2. United Airlines. I'm not sure, but these morons probably never learned how to color within the lines. "Fly the friendly skies"? How about "Get shit on by all United ground personnel"? Yes, that sounds more like it. I wrote a 2-page letter (single-spaced in small font) about my crap experience and mailed it in March. To this date, I have a case pending review at United Customer Relations. Will update with the results of that... 15 years from now when the company is defunct because of its sh1tty service. Do me a favor - Next time you make travel plans, don't buy the cheapest tickets if they're offered by United.

3. New York State Department of Taxation and Finance (NYSDTF). Don't get me started on this one...it might take me three years. That's because for the past three years, NYSDTF has either been extremely tardy on my tax returns, or as is the case this year, did not receive my tax return. That means that the a$$h0les "lost" it and didn't want to do the right thing and just find it. It's probably sitting on some schlep's desk right now, underneath his sticky pocket porn. Wrote the Commissioner directly and demanded resolution on this issue. Still no word almost three months after I sent the original state tax return packet. Will update when I find out what's up.

Just had to get that out in the open. In order, my personal solution to each problem is:

1. Graduate and move the hell on.
2. P!ss on United's help desk.
3. Move the hell out of New York State like the rest of sensible humanity already has.
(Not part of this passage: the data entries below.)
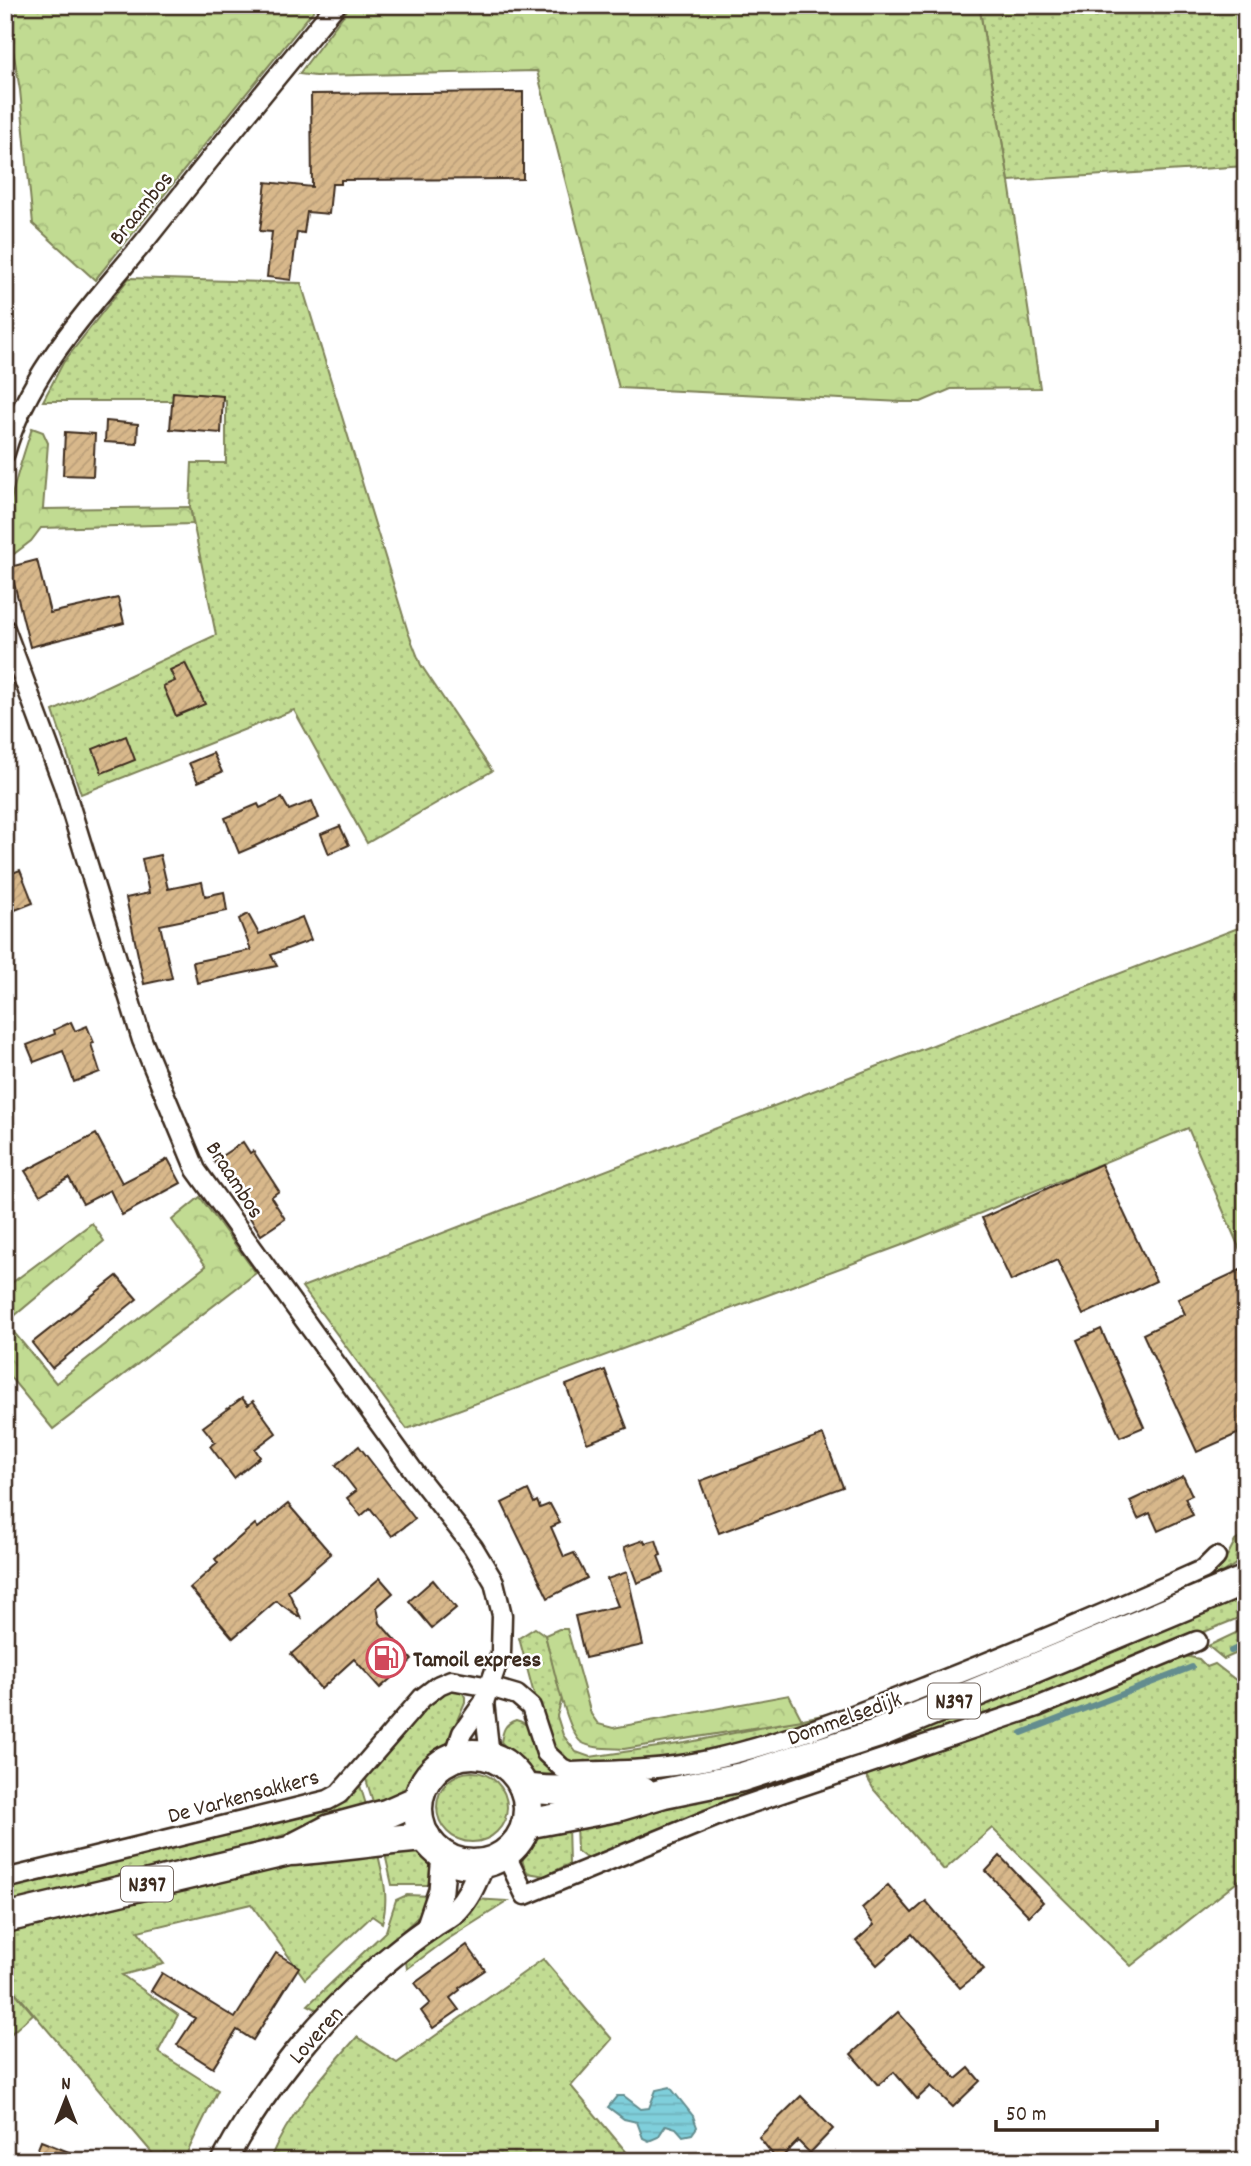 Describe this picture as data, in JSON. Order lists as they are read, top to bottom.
{
  "streets": {
    "main road": ["N397", "Dommelsedijk"],
    "street": ["Braambos", "De Varkensakkers", "Loveren"]
  },
  "crossings": [
    ["Braambos", "N397"],
    ["Braambos", "Dommelsedijk"],
    ["Braambos", "De Varkensakkers"],
    ["Braambos", "Loveren"],
    ["N397", "Dommelsedijk"],
    ["N397", "Loveren"],
    ["Dommelsedijk", "De Varkensakkers"],
    ["Dommelsedijk", "Loveren"]
  ],
  "places": {
    "fuel station": ["Tamoil express"]
  },
  "scale_bar": "50 m",
  "north": "top"
} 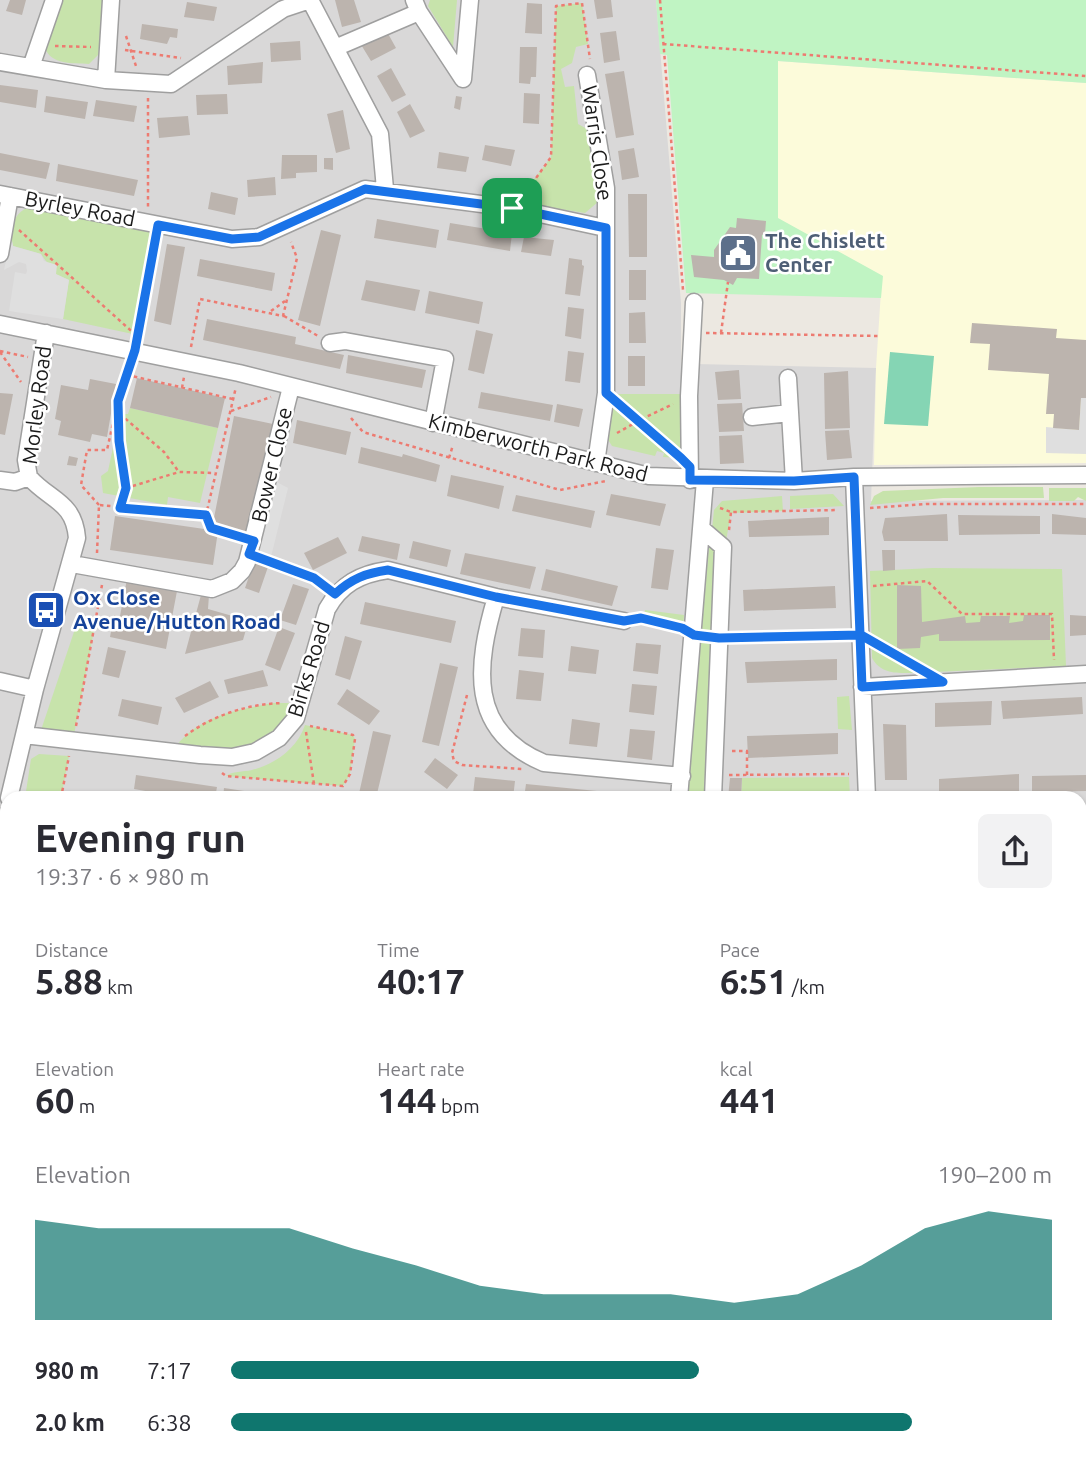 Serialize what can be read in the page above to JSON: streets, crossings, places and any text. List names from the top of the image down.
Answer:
{
  "streets": {
    "street": [
      "Warris Close",
      "Byrley Road",
      "Morley Road",
      "Kimberworth Park Road",
      "Bower Close",
      "Birks Road"
    ]
  },
  "crossings": [
    ["Warris Close", "Byrley Road"],
    ["Warris Close", "Kimberworth Park Road"],
    ["Morley Road", "Kimberworth Park Road"],
    ["Kimberworth Park Road", "Bower Close"]
  ],
  "places": {
    "public building": ["The Chislett Center"],
    "bus stop": ["Ox Close Avenue/Hutton Road"]
  },
  "page": {
    "heading": ["Evening run", "19:37 · 6 × 980 m"],
    "stats": [
      ["Distance", "5.88 km"],
      ["Time", "40:17"],
      ["Pace", "6:51 /km"],
      ["Elevation", "60 m"],
      ["Heart rate", "144 bpm"],
      ["kcal", "441"]
    ],
    "chart": ["Elevation", "190–200 m"],
    "list": [
      {
        "name": "980 m",
        "note": "7:17"
      },
      {
        "name": "2.0 km",
        "note": "6:38"
      }
    ]
  }
}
The Yankees are about the only thing we have that isn't taxed.

5.19.2006

Why won't my scanner work!@$%#*^&

Just when you want to do something good for humanity, your scanner stops working.

[update] The scanner is still not working. I could swear that scanners have something against me, but I don't have proof. My template updates will have to wait. So bored.

Train for Gain

Been watching Ultimate Fighting a lot lately. Have you seen it? Have you given it a chance?

It's much more intense than boxing and you don't have to wait 10 rounds for the fight to be decided. Sure, the face smashing, bone breaking stuff is violent (that's the whole point), but I watch it for the technical aspects - grappling, ground work, submission holds, etc. Ever been jumped by over 20 people at once? I have. Ever been forced to knock out a coked-up 6-foot tall Dutch girl clawing at your carotid artery? I have. It makes you stop and think, "I had better be able to handle myself." It also makes you wonder who your real friends are. Would they help if your head was getting stomped?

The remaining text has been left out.